In: Statistics and Probability
Recent studies of the private practices of physicians suggested that the median and mean length of each patient visit was 25 minutes. A random sample of 17 visits to physicians in a certain private practice produced the visit lengths provided in the Excel spreadsheet. A researcher wants to use this data to determine if the median visit length of patients in this certain private practice is less than the recent study’s suggested median of 25 minutes. Using Minitab or other statistical software: 1. Conduct a sign test to answer the researcher’s question. Include relevant output from Minitab and use a significance level of α = 0.05. 2. How would your conclusion have changed if you used a significance level of α = 0.10? What does this say about your conclusion reached in part 1? 3. This test was to determine whether or not the median visit time was less than the time in the study. Do you think that the use of the median was appropriate in this case for the sample data set or could you have used a z-test for the mean? Answer this question by preparing a box plot and assessing the normality of the data set and explaining your conclusion.
Length of Visit |
16.2 |
18.1 |
18.7 |
18.9 |
19.1 |
19.3 |
20.1 |
20.4 |
21.6 |
21.9 |
23.4 |
23.5 |
25.5 |
26.9 |
27.4 |
38.1 |
37.2 |
a) Sign test results from minitab
Sign Test for Median: Length of Visit
Method
η: median of Length of Visit |
Descriptive Statistics
Sample | N | Median |
Length of Visit | 17 | 21.6 |
Test
Null hypothesis | H₀: η = 25 |
Alternative hypothesis | H₁: η < 25 |
Sample | Number < 25 | Number = 25 | Number > 25 | P-Value |
Length of Visit | 12 | 0 | 5 | 0.072 |
given level of significance = 0.05, p-value obtained for this test is 0.072 which is greater than α, we fail to reject null hypothesis and we conclude that there is no significant evidence that median is less than 25 at 95 % confidence.

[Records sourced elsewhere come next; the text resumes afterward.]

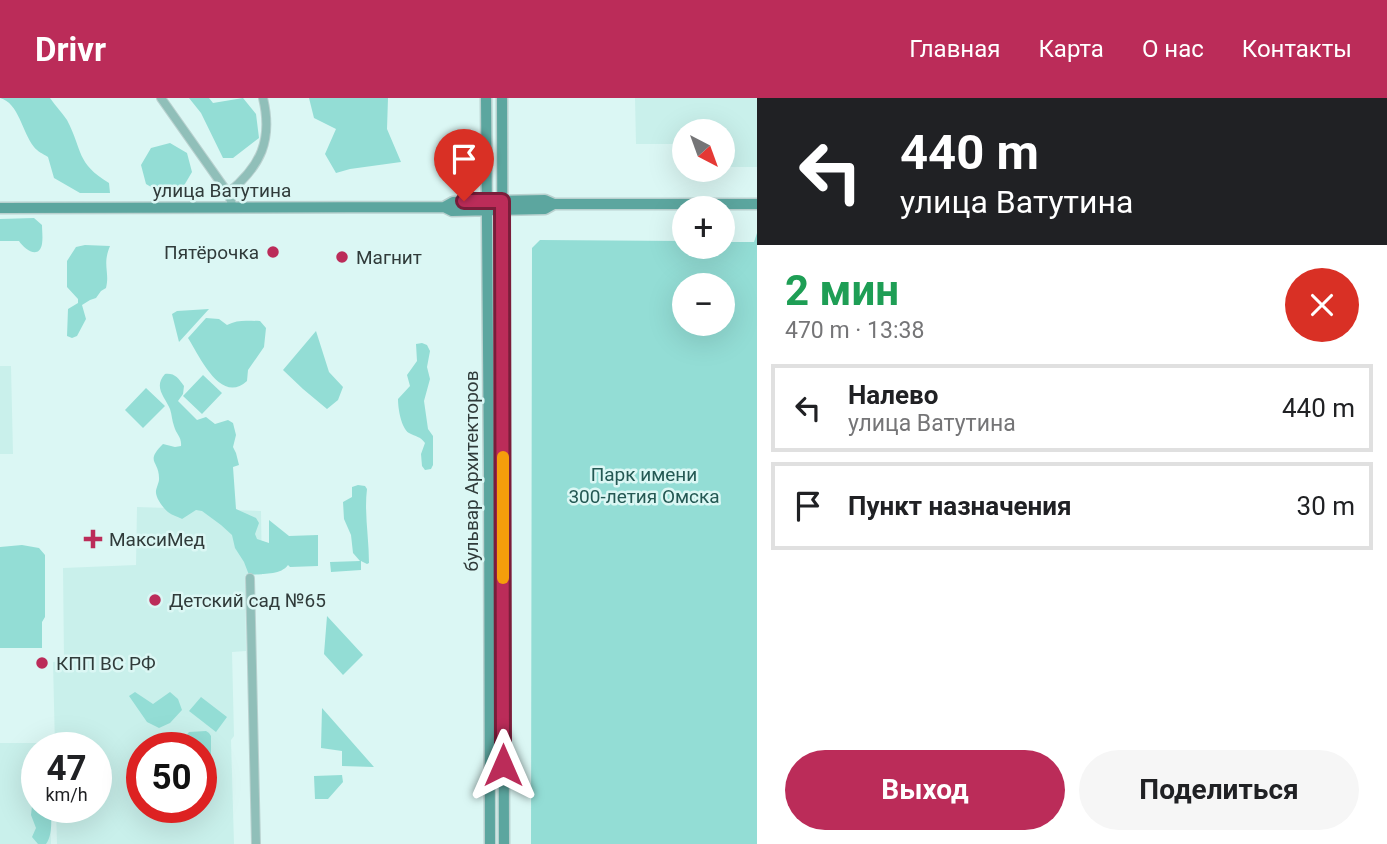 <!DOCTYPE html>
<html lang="ru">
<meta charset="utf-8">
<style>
body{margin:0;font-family:Roboto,sans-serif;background:#f6f6f6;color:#202124;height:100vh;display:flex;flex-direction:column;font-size:26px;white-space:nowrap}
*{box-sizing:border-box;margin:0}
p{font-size:23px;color:#757577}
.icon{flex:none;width:38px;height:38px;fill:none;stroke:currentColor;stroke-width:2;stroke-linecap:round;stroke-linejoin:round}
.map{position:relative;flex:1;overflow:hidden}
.sheet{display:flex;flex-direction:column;background:#fff;width:630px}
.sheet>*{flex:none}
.guide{background:#202124;color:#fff;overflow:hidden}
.needle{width:46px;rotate:139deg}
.tools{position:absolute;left:672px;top:21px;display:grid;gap:14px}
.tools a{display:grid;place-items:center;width:63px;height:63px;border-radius:50%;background:#fff;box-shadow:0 7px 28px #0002;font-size:35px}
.speed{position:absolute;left:21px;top:634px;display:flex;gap:14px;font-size:35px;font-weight:700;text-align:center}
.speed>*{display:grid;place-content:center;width:91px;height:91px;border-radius:50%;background:#fff;box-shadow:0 7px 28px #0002;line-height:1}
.speed small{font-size:18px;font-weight:400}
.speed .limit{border:10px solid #d22;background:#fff;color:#111}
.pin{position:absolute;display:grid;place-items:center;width:60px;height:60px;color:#fff;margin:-72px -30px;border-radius:50% 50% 50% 0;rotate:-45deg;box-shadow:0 0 7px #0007}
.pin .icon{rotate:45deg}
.me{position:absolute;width:77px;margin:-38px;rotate:0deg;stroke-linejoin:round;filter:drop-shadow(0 0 5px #0008)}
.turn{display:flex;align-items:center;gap:24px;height:147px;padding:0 28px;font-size:32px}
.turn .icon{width:91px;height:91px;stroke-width:2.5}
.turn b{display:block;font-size:49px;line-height:60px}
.round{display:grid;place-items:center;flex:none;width:74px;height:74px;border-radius:37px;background:#f6f6f6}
.head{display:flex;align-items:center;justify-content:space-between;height:119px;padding:0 28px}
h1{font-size:42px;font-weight:700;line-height:52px;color:#1e9e55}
.action{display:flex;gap:14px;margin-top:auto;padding:14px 28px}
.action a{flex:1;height:80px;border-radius:42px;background:#bb2c59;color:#fff;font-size:28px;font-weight:700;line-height:80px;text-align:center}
.action a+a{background:#f6f6f6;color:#202124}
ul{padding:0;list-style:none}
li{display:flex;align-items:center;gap:21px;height:88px;margin:0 14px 10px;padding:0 14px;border:4px solid #e0e0e0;border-radius:0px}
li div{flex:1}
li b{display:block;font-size:26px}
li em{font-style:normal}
header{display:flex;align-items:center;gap:42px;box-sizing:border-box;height:98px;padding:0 35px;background:#bb2c59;color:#fff}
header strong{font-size:33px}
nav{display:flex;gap:38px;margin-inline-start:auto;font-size:24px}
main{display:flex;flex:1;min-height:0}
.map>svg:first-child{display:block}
.built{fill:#c9f0eb;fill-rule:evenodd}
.green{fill:#93ddd5;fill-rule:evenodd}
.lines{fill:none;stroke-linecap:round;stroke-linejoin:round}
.street-casing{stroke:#b9d1cf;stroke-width:10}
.secondary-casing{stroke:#b9d1cf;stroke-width:13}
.street{stroke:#90bfb9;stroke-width:8}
.secondary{stroke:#5ca69f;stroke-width:10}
.route-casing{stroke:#7a1d3a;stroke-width:18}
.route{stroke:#bb2c59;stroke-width:12}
.slow{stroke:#f59e0b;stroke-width:12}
.poi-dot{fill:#bb2c59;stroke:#dbf7f4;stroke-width:2.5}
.labels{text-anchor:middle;stroke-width:5;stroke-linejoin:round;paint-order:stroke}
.street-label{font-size:19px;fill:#303b3a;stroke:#dbf7f4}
.poi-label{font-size:19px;fill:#303b3a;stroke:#dbf7f4;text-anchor:start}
.park-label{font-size:19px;fill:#245853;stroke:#dbf7f4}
</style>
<header>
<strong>Drivr</strong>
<nav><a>Главная</a><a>Карта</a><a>О нас</a><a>Контакты</a></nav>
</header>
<main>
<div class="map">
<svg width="757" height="746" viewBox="0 0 757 746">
<rect width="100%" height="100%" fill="#dbf7f4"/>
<path class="built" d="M635,0h122v69h-34v-36h-39v13h-48z
M0,268h11l2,88h-13z
M137,409l124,4 1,64h-17l1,76 -14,1 2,84 -3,4 3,104h-177l-1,-37h40v-60h-41l-2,-85 11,-1 -1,-93 73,-3zM142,649h59v60h-59z
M0,645h49v4h-12v60h13l1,37h-51z"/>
<path class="green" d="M0,0h50c5,7 12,15 17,22 16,31 9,43 42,63l1,10h-30l-26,-15 -6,-21c-5,-3 -11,-6 -14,-10 -12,-15 -15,-44 -34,-49z
M189,0h20l4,5 30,-5 13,16 3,24 -26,20h-10l-22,-45z
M309,0h79l-1,31 14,33 -51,7 -14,4 -11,-19 11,-25 -22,-11z
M170,45l17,10 5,19 -10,17 -19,5 -17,-10 -5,-19 10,-17z
M34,120l8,7c0,5 1,13 0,19 -3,16 -18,5 -23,-3h-19v-22z
M757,135v611h-226l1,-596 8,-8 144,1v6h39v-5h31zM684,187h39v39h-39z
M85,147l25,1c-8,19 0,26 -4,42l-5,3 -5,7 -6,2 -8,5 4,14 -9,17 -5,2 -5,-2 1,-27 10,-6v-4l-11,-12v-26l9,-14z
M209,211l-30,33 -7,-28 5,-3z
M206,220l13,1 8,6c11,-6 21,-4 33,-4l6,7 -2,19 -16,23 -1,11c-26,24 -47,-24 -59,-43z
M316,233l13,41 14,15 -5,13 -11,9 -24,-20 -20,-19z
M422,245l5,2 3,6 -3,16 3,12 -6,22 4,28 5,7v29l-2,4 -6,1 -3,-4 -1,-12 4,-11c-5,-7 -9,-6 -16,-10 -8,-5 -11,-25 -11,-34l12,-13 -3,-11 10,-14 -1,-17z
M165,276c10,-1 13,4 19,12l-1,8 -5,7 19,19 9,-3 9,7 13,-4 5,3 3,12 -3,12 3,6 3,12 -6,2 3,42 20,9 3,5 -4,11 2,5 12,4v-23l20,16 29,-1v31l-28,1 -2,-2c-8,11 -26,8 -39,10l-5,-13 -9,-14 -3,-13 -11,-10 -19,-14 -6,-1 -14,9c-1,-1 -10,-4 -11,-5 -6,-3 -16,-16 -15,-23 0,-2 3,-9 3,-11 1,-20 -15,-17 4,-36l12,3 6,-1c1,-9 -5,-12 -7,-20 -2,-5 -2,-11 -4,-17 -5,-12 -17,-22 -5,-35z
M203,277l19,18 -20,21 -19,-18z
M146,290l19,18 -22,22 -18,-18z
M358,387l7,1 2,3c-3,24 2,49 2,74l-2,1 -6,-3v9l-30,2 -1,-10 30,-1 -7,-8 -2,-18 -7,-16 -1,-17 9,-5v-10z
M22,447l17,3 6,7v62l-3,5v26h-42v-101z
M327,518l36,39 -20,20 -19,-21z
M135,594l18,12 17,-12 8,7 4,11 -12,13 -11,5 -12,-6 -18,-26z
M201,599l26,20 -11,15 -27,-21z
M322,610l52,59 -32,-1v-15l-21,-3z
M206,633l3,2 2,3v42l-3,4 -7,1v-36h-15v-11l3,-4z
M342,677l1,7 -15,17h-13l-1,-23z
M37,704v5h14c0,12 2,27 -5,37h-8l-6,-7 4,-9 -5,-13 1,-9z"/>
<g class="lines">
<defs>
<path id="street" d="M161,0l67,95 5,14
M228,95c33,-27 45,-53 35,-95
M250,480l6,266"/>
<path id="secondary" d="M486,0l3,374 1,372
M502,0l2,746
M444,109l9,-5 92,-2 9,4h203
M0,110l444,-1 8,4 93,-2 9,-5"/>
</defs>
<use href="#street" class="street-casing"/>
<use href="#secondary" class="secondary-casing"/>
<use href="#street" class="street"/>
<use href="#secondary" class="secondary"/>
</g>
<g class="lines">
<defs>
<path id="route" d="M464,103h38l1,564"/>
</defs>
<use href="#route" class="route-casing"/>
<use href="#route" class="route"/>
<path class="slow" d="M503,359v121"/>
</g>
<g class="poi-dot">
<circle cx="273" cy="154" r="7"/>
<circle cx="342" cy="159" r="7"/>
<path d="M89.5 430.5h7v7h7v7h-7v7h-7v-7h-7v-7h7z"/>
<circle cx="155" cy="502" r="7"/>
<circle cx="42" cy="565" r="7"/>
</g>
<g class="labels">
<g class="street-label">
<text x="222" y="99">улица Ватутина</text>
<text transform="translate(471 373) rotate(-90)" y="7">бульвар Архитекторов</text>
</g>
<g class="poi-label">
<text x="259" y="161" text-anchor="end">Пятёрочка</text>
<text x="356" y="166">Магнит</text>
<text x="109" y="448">МаксиМед</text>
<text x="169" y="509">Детский сад №65</text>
<text x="56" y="572">КПП ВС РФ</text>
</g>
<g class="park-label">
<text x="644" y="383">Парк имени<tspan x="644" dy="22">300-летия Омска</tspan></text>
</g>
</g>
</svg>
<div class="tools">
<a><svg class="needle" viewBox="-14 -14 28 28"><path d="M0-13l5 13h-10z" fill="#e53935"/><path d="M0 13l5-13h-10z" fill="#757577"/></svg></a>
<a>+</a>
<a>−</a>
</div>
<div class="speed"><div>47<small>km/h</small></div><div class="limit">50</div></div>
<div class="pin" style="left:464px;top:103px;background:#d93025"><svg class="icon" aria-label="arrive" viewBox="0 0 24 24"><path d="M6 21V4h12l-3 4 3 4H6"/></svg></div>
<svg class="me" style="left:503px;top:667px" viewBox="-20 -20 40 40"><path d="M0-17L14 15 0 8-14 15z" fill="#bb2c59" stroke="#fff" stroke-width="4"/></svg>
</div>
<section class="sheet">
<div class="guide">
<div class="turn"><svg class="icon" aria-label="left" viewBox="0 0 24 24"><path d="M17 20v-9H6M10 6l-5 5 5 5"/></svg><div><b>440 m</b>улица Ватутина</div></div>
</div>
<div class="head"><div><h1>2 мин</h1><p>470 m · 13:38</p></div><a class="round" style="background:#d93025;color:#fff"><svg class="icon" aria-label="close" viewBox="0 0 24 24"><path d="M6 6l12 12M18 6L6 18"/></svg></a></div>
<ul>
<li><svg class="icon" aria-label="left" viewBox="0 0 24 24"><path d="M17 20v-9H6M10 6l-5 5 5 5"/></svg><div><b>Налево</b><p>улица Ватутина</p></div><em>440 m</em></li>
<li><svg class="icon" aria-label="arrive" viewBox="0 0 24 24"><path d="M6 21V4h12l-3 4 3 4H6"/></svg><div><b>Пункт назначения</b></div><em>30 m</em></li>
</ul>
<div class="action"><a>Выход</a><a>Поделиться</a></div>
</section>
</main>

b) given α = 0.1, p-value is 0.072 which is less than α hence we reject null hypothesis and there is a significant evidence that to conclude median is less than 25 at 90% confidence.
3)
Box plot
Statistics
Variable | Skewness |
Length of Visit | 1.50 |
The box plot consists of two outliers and also the skewness is 1.5, which is heavily left skewed hence it cannot be approximated to normal distribution and z-test cannot be done.